AsiaNews spoke to Tint Swe, Information Minister of the National Coalition Government of the Union of Burma (NCGUB) that was set up in exile after the military junta annulled the 1990 elections won by the National League for Democracy. After finding refuge in India in 1990, he settled in New Delhi on 21 December 1991.
The attack against Christian Karens took place just before Senior General Than Shwe, the blood stained dictator, could make his pilgrimage to Bodh Gaya and step on the red carpet laid out by Indian government.
Looking only at this aspect of the news story, one might conclude that the Burmese regime favours one religion over the others. This is partly true because around 90 per cent of potential voters in the controversial upcoming elections are Buddhist. The Union Solidarity and Development Party (USDP) desperately needs them. In order to help Prime Minister Thein Sein in his efforts, the State Peace and Development Council Chairman Than Shwe wants to entice innocent Buddhist voters by visiting Bodh Gaya and Sarnath.
In their memorandum to Indian Prime Minister Manmohan Singh, pro-democracy Burmese in India expressed their indignation at the visit. They said that those who kill the children of Gautama Buddha are visiting India where Buddha was born, became enlightened and reached Parinirvana.
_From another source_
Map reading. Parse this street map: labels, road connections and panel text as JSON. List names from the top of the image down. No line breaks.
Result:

By contrast, in Burma Buddhist monks are not even entitled to vote or run for office. For Than Shwe, it seems, Myanmar’s 400,000 Buddhist monks have no value at all.
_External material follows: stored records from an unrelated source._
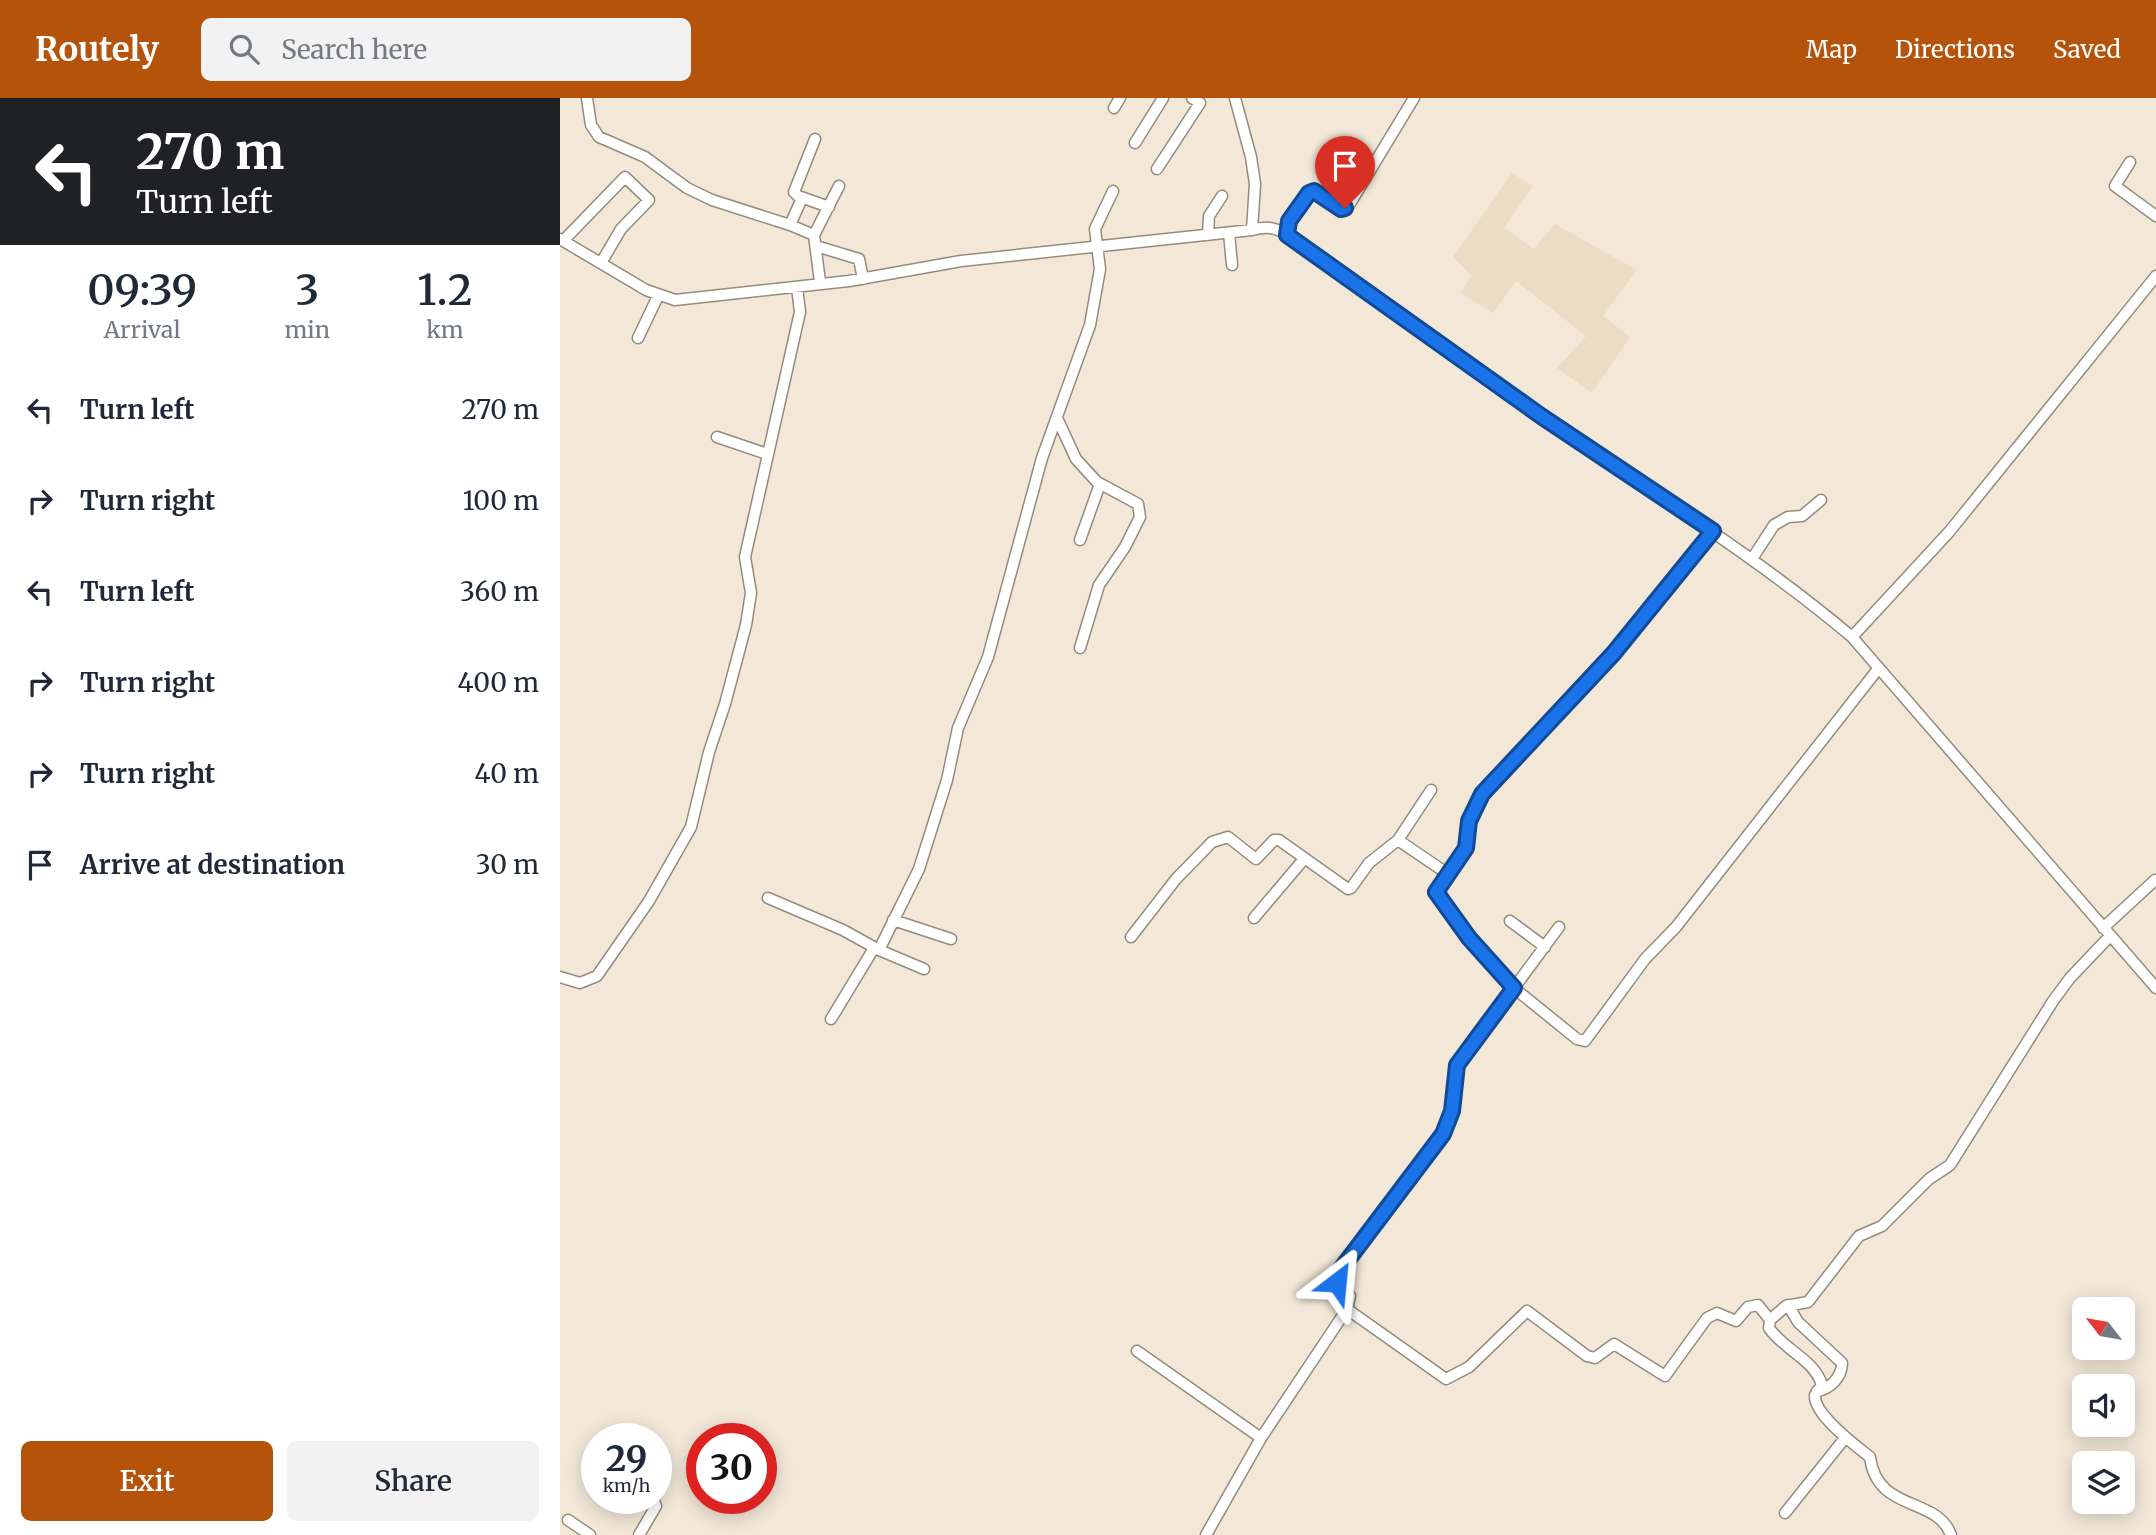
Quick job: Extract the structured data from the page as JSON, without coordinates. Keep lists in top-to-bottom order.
{
  "north": "top left",
  "page": {
    "header": "Routely",
    "search": "Search here",
    "nav": ["Map", "Directions", "Saved"],
    "turn": ["270 m", "Turn left"],
    "eta": [
      "09:39",
      "Arrival",
      "3",
      "min",
      "1.2",
      "km"
    ],
    "list": [
      {
        "name": "Turn left",
        "value": "270 m"
      },
      {
        "name": "Turn right",
        "value": "100 m"
      },
      {
        "name": "Turn left",
        "value": "360 m"
      },
      {
        "name": "Turn right",
        "value": "400 m"
      },
      {
        "name": "Turn right",
        "value": "40 m"
      },
      {
        "name": "Arrive at destination",
        "value": "30 m"
      }
    ],
    "speed": "29 km/h",
    "limit": "30",
    "buttons": ["Exit", "Share"]
  }
}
The Democratic Karen Buddhist Army (DKBA) that attacked non-Buddhist Karens was set up by Burmese military intelligence in 1994. Burmese intelligence and a Buddhist faction that broke away from the Karen National Union picked the group’s name. This has angered Buddhists around the world because it reflects negatively on Buddhism. Burmese from all religious denominations do not see it as a way by the junta to promote Buddhism. Indians and Burmese have equally suffered under British colonial policies of divide and rule. Burma’s military regime has learnt its lesson on how to divide the Karen people along religious lines.
It might be a coincidence, but India, Burma and the United Kingdom have been in the news, together. A day after meeting with Burma’s dictator, the Indian Prime Minister will receive the British Prime Minister
Against the backdrop of David Cameron’s visit, the headlines are reporting British Petroleum’s role in releasing the Libyan Lockerbie bomber as well as its deepwater drilling off the coast of Libya.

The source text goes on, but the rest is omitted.